Like most software companies, RDM is loud and proud in proclaiming our solution to be scalable. Nothing we have seen in the field has led us to believe anything otherwise, but we have always pondered what the load capacity of a single NEOCAST Media Server should be pegged at. We have our own selfish reasons for wanting to understand that number. First, to establish a clear threshold at which we would add another server to the rack, thereby avoiding any potential traffic jams or degradation in service. Add it too soon, and you have expended capital unnecessarily. Add it too late, and you have disappointed customers. Second, providing a scalability test framework would allow the team to test the impact of any new feature on server performance without having to take a “put it in production and wait” approach.
Until recently, we had set an arbitrary and comfortably conservative number for our threshold, and held to it. We had also designed capacity test plans, but did not have an efficient way to execute them. Even the design was tricky, because it is nearly impossible to design a generic network customer. Every customer’s size, content strategy, update frequency, content types, reporting requirements, usage of features such as SpotSwap and other important criteria vary as much as snowflakes.
Recently, we were challenged by a potential customer to produce and run a capacity test that could be replicated and verified by a third party if need be. In this case, we were able to use that network’s key parameters as the gold standard for testing capacity. So what remained was the method for creating an army of “zombie” media players and the method for having them “attack” a production server until it cried “uncle”. Since our infrastructure is replicated exactly between our primary and disaster recovery sites, we were able to temporarily recommission the DR site to serve as the target for the zombies. To the engineering team’s credit, they devised a way to create the army of simulated players utilizing a customized OS image deployed to virtual servers in Amazon’s EC2 cloud. What they did was write a simulated NEOCAST Media Player that could spawn any number of zombie players with the exact network characteristics of the potential customer. Tests were run to find out what the maximum number of simulated players each virtual server could handle, so we would know the natural increment of players we would add with each server. The simulated players were then programmed to begin their cycle of call-ins, status reports, log dumps and content updates randomly over a 15-minute period, and to continue running until the test ended. Then the fun began, as more and more virtual servers were deployed from the EC2 cloud to communicate with the server. We had defined a number of “fail” conditions that would be indicators of having reached capacity, and kept adding players to the zombie army until we got to a fail condition.

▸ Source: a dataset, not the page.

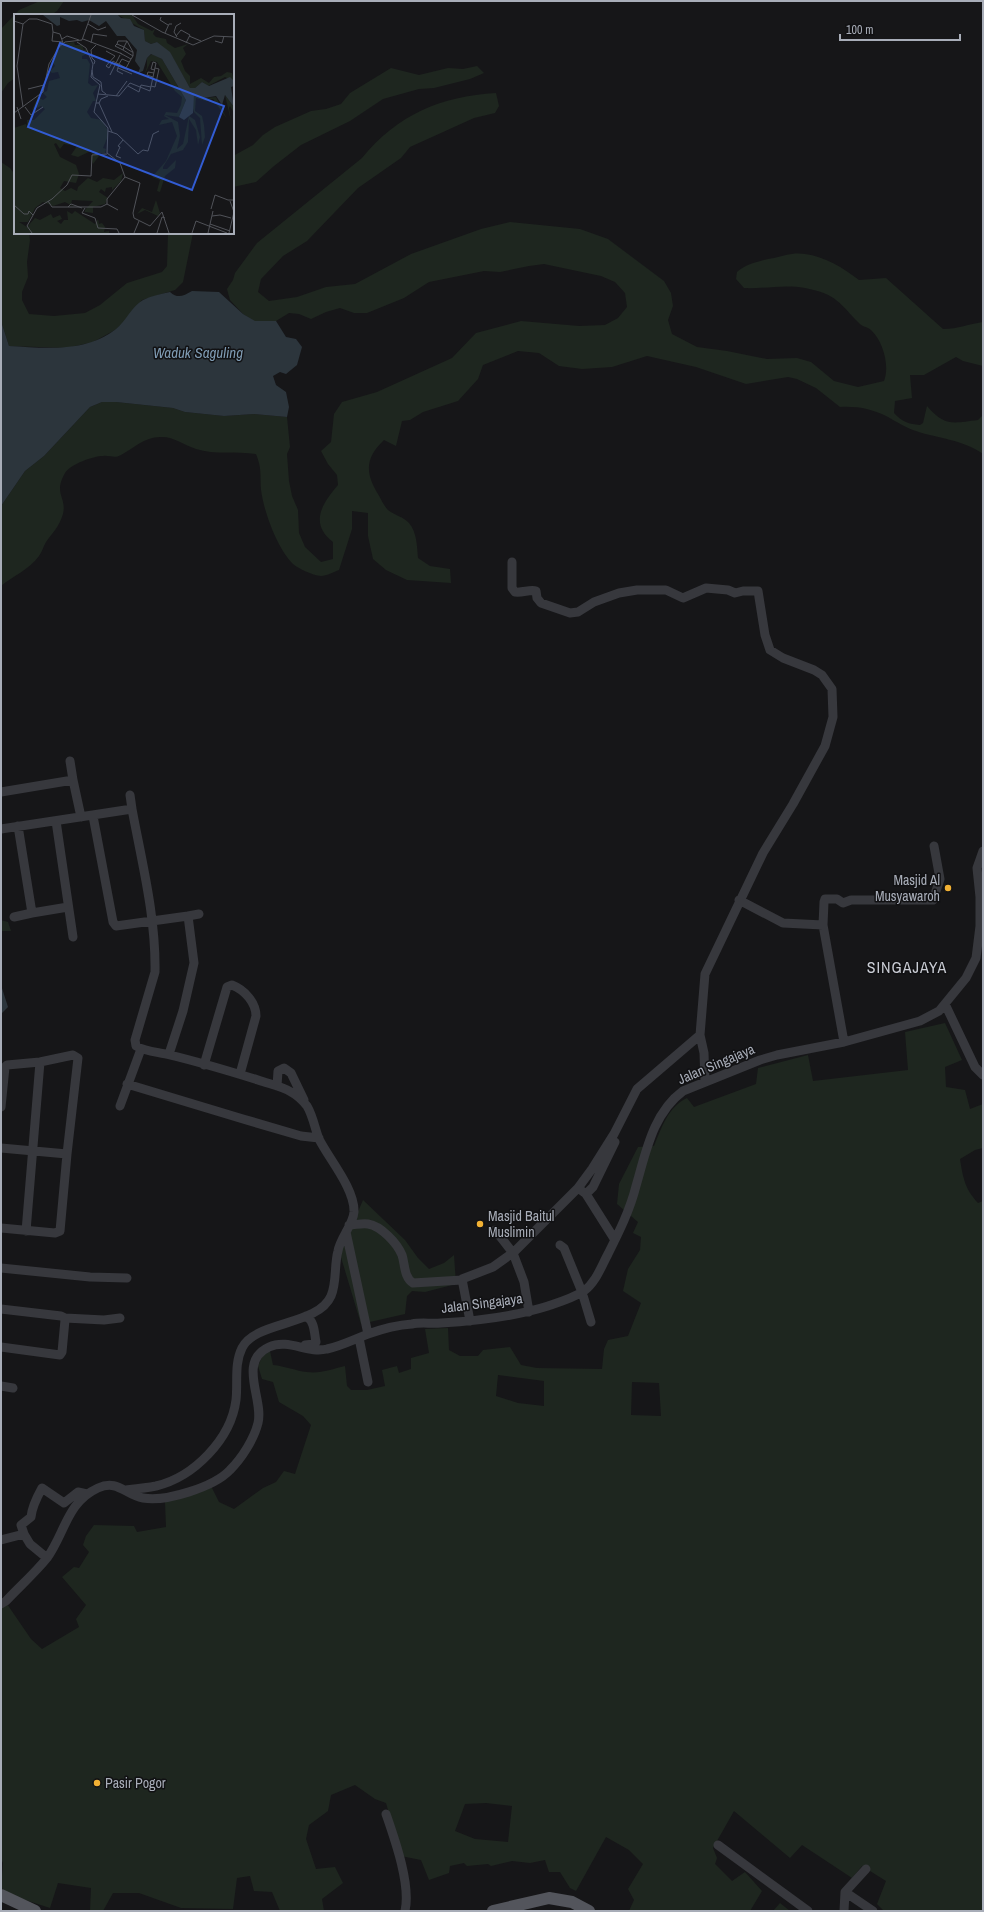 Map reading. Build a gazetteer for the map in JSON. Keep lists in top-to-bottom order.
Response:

The process was eye-opening in many respects. During initial dry runs of the test plan, we were able to uncover and patch a few bottlenecks that were not obvious when not running a server to the “max.”. We also came up with several potential code optimizations based on analysis of the load test data, but actually ran the official test without implementing them, as we wanted to report “as-is” metrics to the customer. We could have tweaked up the results quite dramatically by quietly introducing the code optimizations, but we carry this millstone called integrity around our necks, and we chose instead to disclose the optimizations as potential upside. Hopefully, that did not go unnoticed, because that is how we roll. And we had some fun internally by having all the employees post their guesses as to the final capacity number, with the winner picking the restaurant for our next team dinner.
As a result of the process, we ended up with an improved capacity test plan, a great method for executing the test, clear direction for throughput optimizations going forward, a nice benchmark number for server capacity, and a baseline against which to measure the impact of new features. The potential customer was able to assess our claim of scalability against competitors based on a test that they had a hand in designing. It was a process well worth the investment of time and money. From the cloud we got some clarity. And it doesn’t look like I will get off cheaply on that team dinner, but at least I won’t have to invite all those zombies.